After removing at most $M$ clothes, let $L$ be the number of remaining clothes, and let $d_j$ be the color of the $j$-th clothes from the left. Taein decided to recognize two adjacent clothes as the same color if the difference in color between them is at most $x$. In other words, the closet is called almost beautiful if there exists an integer $k$ ($1 \le k \le L$) for which the following holds:

• $d_j - d_{j+1} \leq x$ for each integer $j$ such that $1 \leq j < k$.
• $d_{j+1} - d_j \leq x$ for each integer $j$ such that $k \leq j < L$.

Let's find the smallest value of non-negative integer $x$ that can make the closet almost beautiful by removing $M$ or fewer clothes.

Input

The first line contains two integers $N$ and $M$ separated by a space.
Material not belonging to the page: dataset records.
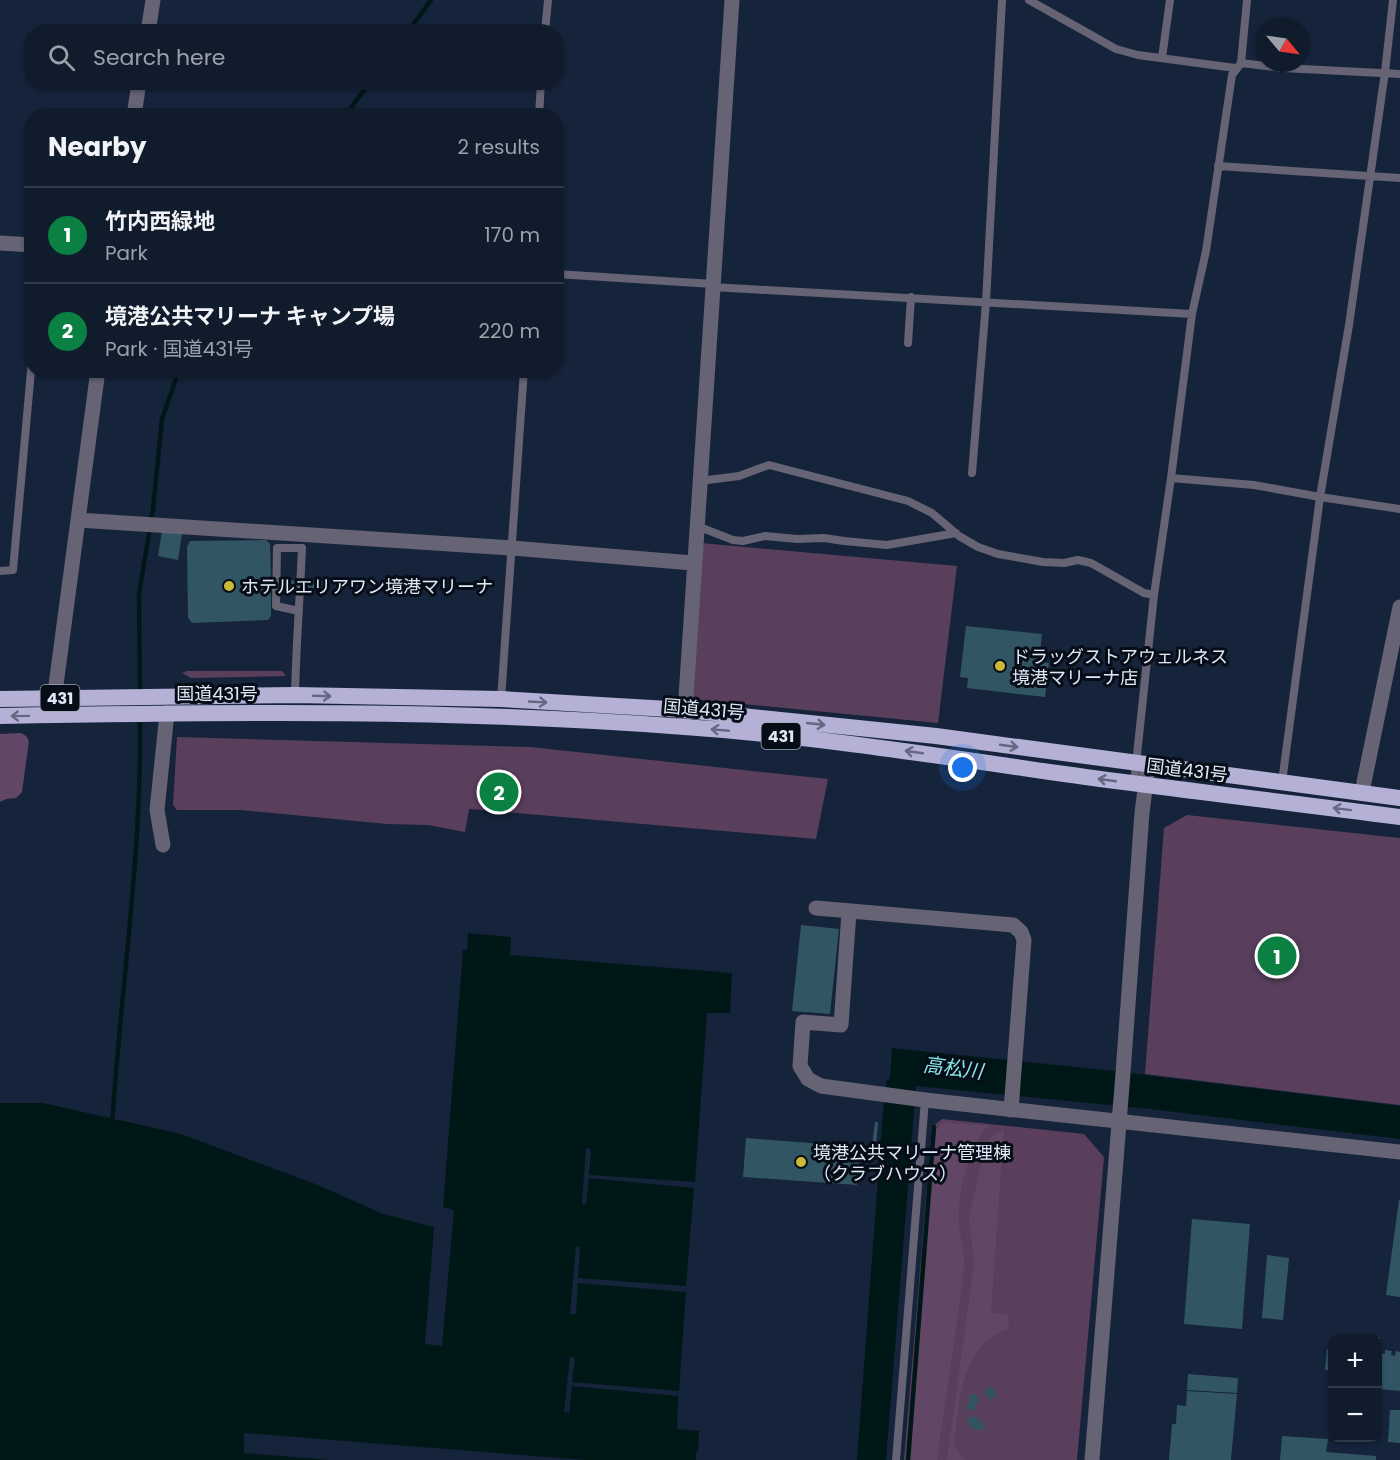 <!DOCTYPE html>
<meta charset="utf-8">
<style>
body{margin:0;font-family:Poppins,"Noto Sans JP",sans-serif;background:#192434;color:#f1f3f6}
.controls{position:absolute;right:18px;bottom:18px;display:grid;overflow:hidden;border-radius:12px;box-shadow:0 2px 4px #0004}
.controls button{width:54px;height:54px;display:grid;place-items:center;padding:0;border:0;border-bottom:2px solid #303948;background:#101b2c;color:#f1f3f6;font:30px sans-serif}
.compass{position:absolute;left:1256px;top:18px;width:54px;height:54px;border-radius:50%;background:#101b2c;box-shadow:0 2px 4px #0004;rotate:119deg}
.you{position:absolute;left:963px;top:768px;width:21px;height:21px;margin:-15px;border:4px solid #fff;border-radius:50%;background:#1a73e8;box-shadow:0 0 0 9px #1a73e833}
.badge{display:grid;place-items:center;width:39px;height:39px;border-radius:50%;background:#0b8043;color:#fff;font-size:20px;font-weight:700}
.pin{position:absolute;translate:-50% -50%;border:3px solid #fff;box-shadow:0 2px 6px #0006}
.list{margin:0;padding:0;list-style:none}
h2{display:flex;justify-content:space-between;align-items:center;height:78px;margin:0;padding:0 24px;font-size:26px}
h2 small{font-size:20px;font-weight:400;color:#9ca1a9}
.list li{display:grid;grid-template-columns:39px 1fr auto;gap:18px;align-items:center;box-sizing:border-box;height:96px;padding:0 24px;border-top:2px solid #303948}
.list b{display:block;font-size:22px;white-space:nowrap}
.list p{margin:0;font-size:20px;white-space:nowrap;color:#9ca1a9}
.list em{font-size:20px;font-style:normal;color:#9ca1a9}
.icon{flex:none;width:33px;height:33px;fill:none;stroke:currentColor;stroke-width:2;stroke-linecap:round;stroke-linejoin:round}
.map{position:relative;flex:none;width:1400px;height:1460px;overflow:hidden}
.search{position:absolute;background:#101b2c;box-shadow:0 2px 4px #0004;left:24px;top:24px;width:540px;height:66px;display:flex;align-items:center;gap:15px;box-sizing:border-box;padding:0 21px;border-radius:24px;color:#9ca1a9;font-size:22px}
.panel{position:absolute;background:#101b2c;box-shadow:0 2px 4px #0004;left:24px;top:108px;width:540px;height:270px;border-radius:24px}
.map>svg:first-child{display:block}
</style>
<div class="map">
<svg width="1400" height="1460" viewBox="0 0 1400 1460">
<rect width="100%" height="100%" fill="#15243b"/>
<!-- green -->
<path fill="#593f5c" d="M701,543l256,23 -19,157 -246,-24z
M187,671h95l4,5 -95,2 -9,-5z
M177,737l353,10 298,32 -12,60 -347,-30 -4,23 -37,-7 -41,-1 -146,-14h-64l-4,-5z
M1187,815l213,23v267l-255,-31 19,-246z
M942,1119l142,15 20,23 -27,303h-173l28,-333z"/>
<!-- forest -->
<path fill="#614665" d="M21,733l5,3 3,5 -7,51 -6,6 -10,1 -6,3v-68z
M943,1122l45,4c-20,22 -31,68 -29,99 1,13 6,27 5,40 -7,65 -18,130 -27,195h-27l26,-330z
M1004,1128l-13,185 17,2 1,14c-7,3 -15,6 -21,11 -30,27 -29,69 -34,106l11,14h-18l27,-196 -5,-46 14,-64 10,-19z"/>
<!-- water -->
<path fill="#001717" d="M468,933l43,4 -1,18 222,18 -2,40h-23l-12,169 -106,-7 2,-26 -5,-1 -4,56h4l3,-26 105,10 -8,98 -108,-8 2,-31 -4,-1 -6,68h6l2,-31 108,9 -7,99 -107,-9 3,-24 -5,-1 -6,55 5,1 3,-27 106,10 -1,33 22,2 -1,21h-2v8h-111l-341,-27v20l85,7h-329v-357h43l138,31 137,51 65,29 51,13 -9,117 17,2 12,-136 -11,-3 20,-257h4z
M892,1048l212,22 296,36v33l-250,-30 -234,-23 -30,374h-29l26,-349 4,-31 3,-1z"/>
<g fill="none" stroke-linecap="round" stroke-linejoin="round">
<!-- stream -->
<path stroke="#001717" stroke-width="4.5" d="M408,32l23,-32
M345,116l25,-34
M140,693l-1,-99 14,-85 9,-90 17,-49
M112,1124c9,-136 30,-271 28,-407
M908,1460l26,-333"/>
</g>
<!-- building -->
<path fill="#325564" d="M162,531l20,3 -4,26 -20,-4z
M266,540l4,4 1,37 52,-1v10l-52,1v25l-3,4 -76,3 -4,-5 -1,-71 3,-6z
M966,626l76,8 -3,28 10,1 -4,34 -78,-9 1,-10 -8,-1z
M801,925l38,4 -9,85 -38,-3z
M875,1122h3l-2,25 -4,-1z
M746,1138l114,9 -3,38 -114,-8z
M1399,1200h1v97l-14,-2z
M1192,1219l58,5 -8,105 -58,-5z
M1267,1255l22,3 -6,62 -21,-2z
M1346,1334l28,3v1h-29z
M1378,1337h2l-1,16 6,1v-4l7,1 -1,4 4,1 1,-5 4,1v39l-22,-2z
M1327,1349h5v22l-7,-1z
M1188,1374l50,4 -1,15 -50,-3z
M991,1386l6,9 -7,5 -6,-9z
M1187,1391l50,3 -6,66h-62l3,-36h4l1,-19 9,1z
M976,1393l3,9 -4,1 2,6 -9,2 -2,-7 4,-2 -2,-6z
M1390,1410h10v33l-12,-1z
M977,1416l2,6 3,-1 3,7 -10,3 -2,-5 -3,1 -3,-8z
M1282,1436l46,3 -2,13 50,4v4h-96z"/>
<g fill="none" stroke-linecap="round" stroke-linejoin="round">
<!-- service -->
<path stroke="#656374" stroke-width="8" d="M1029,0l87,49 22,6 97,13
M545,32l3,-32
M1162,58l8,-58
M1241,63l42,5 117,6
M539,116l2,-34
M1218,166l182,12
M556,274l157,10
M712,287l480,27
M908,343l3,-46
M972,473l14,-171 16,-302
M1171,478l83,7 66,12 80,12
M700,481l39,-5 30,-11 139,36 24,12 27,23 19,11 20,7 45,8 21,1 14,-3 13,3 53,30 10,2
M697,526l36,14 10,1 22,-5 32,3 27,-1 20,3 43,4 69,-12
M0,571l13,-1 19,-210
M295,695c1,-49 5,-98 7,-147h-25l-1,58 23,5
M501,699l23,-329
M1282,782l38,-285 29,-172 36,-253 8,-72
M1134,783l20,-188 17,-117 21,-164 14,-63 26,-176 9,-12 6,-63
M896,1460l29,-360"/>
<!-- minor -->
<path stroke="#656374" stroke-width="15" d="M148,32l5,-32
M134,116l5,-34
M0,243l32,2
M78,520l434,28 181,15
M52,715l46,-345
M684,727l48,-727
M1362,792l38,-185
M163,845l-6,-35 10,-97
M816,908l197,17 8,7 3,8 -13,170
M849,912l-8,113 -38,-3 -3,44 8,13 13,7 104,14"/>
<!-- tertiary -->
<path stroke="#656374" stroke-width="15" d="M925,1100l475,52
M1092,1460l31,-387 19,-260 6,-48"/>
<!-- trunk -->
<path stroke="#b4b0d6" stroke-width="16" d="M0,699l295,-4 206,4 184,11 251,26 464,62
M0,716c229,-4 457,-7 685,11 125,9 248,28 372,46 114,16 228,29 343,44"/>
</g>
<!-- one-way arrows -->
<defs><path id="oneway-shaft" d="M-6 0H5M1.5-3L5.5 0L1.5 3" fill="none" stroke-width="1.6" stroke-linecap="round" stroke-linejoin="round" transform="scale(1.5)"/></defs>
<g stroke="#666780">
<use href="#oneway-shaft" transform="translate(322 696) rotate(2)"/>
<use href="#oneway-shaft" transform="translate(538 702) rotate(3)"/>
<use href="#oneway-shaft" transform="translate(20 716) rotate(179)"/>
<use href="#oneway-shaft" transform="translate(816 724) rotate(6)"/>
<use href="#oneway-shaft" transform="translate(720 730) rotate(-175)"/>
<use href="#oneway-shaft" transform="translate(1009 746) rotate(8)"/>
<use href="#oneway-shaft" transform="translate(914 752) rotate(-172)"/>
<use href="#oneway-shaft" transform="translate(1107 780) rotate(-172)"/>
<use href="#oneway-shaft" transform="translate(1342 809) rotate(-173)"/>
</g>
<!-- markers -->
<g fill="#cdb938" stroke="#070d17" stroke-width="2">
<circle cx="229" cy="586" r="6"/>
<circle cx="1000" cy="666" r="6"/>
<circle cx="801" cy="1162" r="6"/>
</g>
<g text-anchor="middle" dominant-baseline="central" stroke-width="6" stroke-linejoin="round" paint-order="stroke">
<!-- shield labels -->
<g fill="#070d17" stroke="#9ea6b4" stroke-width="1.5">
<rect x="40.5" y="685" width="39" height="26" rx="4.5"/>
<rect x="761.5" y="723" width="39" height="26" rx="4.5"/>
</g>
<g font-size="16" font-weight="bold" fill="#dee8f7">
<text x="60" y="698">431</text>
<text x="781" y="736">431</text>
</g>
<!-- poi labels -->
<g font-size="18" fill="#dee8f7" stroke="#070d17" text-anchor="start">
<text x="241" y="586">ホテルエリアワン境港マリーナ</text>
<text x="1012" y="656">ドラッグストアウェルネス<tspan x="1012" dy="21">境港マリーナ店</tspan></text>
<text x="813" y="1152">境港公共マリーナ管理棟<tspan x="813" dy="21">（クラブハウス）</tspan></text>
</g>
<!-- street labels -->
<g font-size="18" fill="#dee8f7" stroke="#070d17">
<text x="217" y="693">国道431号</text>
<text transform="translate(704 709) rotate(5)">国道431号</text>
<text transform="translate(1187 770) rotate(7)">国道431号</text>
</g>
<!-- water labels -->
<g font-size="20" font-style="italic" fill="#89e7e7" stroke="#070d17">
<text transform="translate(953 1068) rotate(7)">高松川</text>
</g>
</g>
</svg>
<div class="controls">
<button>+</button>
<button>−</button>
</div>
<svg class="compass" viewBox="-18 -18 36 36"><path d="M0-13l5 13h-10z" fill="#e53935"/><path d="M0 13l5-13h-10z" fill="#9ca1a9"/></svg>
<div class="you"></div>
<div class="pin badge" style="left:1277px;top:956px">1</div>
<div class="pin badge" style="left:499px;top:792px">2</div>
<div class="search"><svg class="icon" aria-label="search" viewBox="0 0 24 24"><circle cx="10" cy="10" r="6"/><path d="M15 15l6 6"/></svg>Search here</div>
<section class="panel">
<h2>Nearby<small>2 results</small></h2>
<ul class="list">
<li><span class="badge">1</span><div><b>竹内西緑地</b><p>Park</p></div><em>170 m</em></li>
<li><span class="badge">2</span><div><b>境港公共マリーナ キャンプ場</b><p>Park · 国道431号</p></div><em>220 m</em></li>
</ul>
</section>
</div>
The second line contains $N$ integers $c_1, c_2, \ldots, c_N$ separated by a space.

Output

Print the smallest value of $x$ ($x \ge 0$) that can make the closet almost beautiful.

Subtasks

• $1 \leq N \leq 10^5$
• $0 \leq M \leq N$
• $1 \leq c_i \leq 10^9$ ($1 \leq i \leq N$)

Subtask 1 (4 points)

$M=0$

Subtask 2 (21 points)

$1 \leq N \leq 1\,000$

Subtask 3 (16 points)

$1 \leq c_i \leq 100$ ($1 \leq i \leq N$)

Subtask 4 (59 points)

No additional constraints.

Examples

Input 1

10 2
4 2 7 15 3 11 12 10 2 6

Output 1

2

Note

When $x=2$, Taein can make the closet almost beautiful by removing the 5th and 9th clothes from the left. There are no smaller values of $x$ which make it possible to make the closet almost beautiful.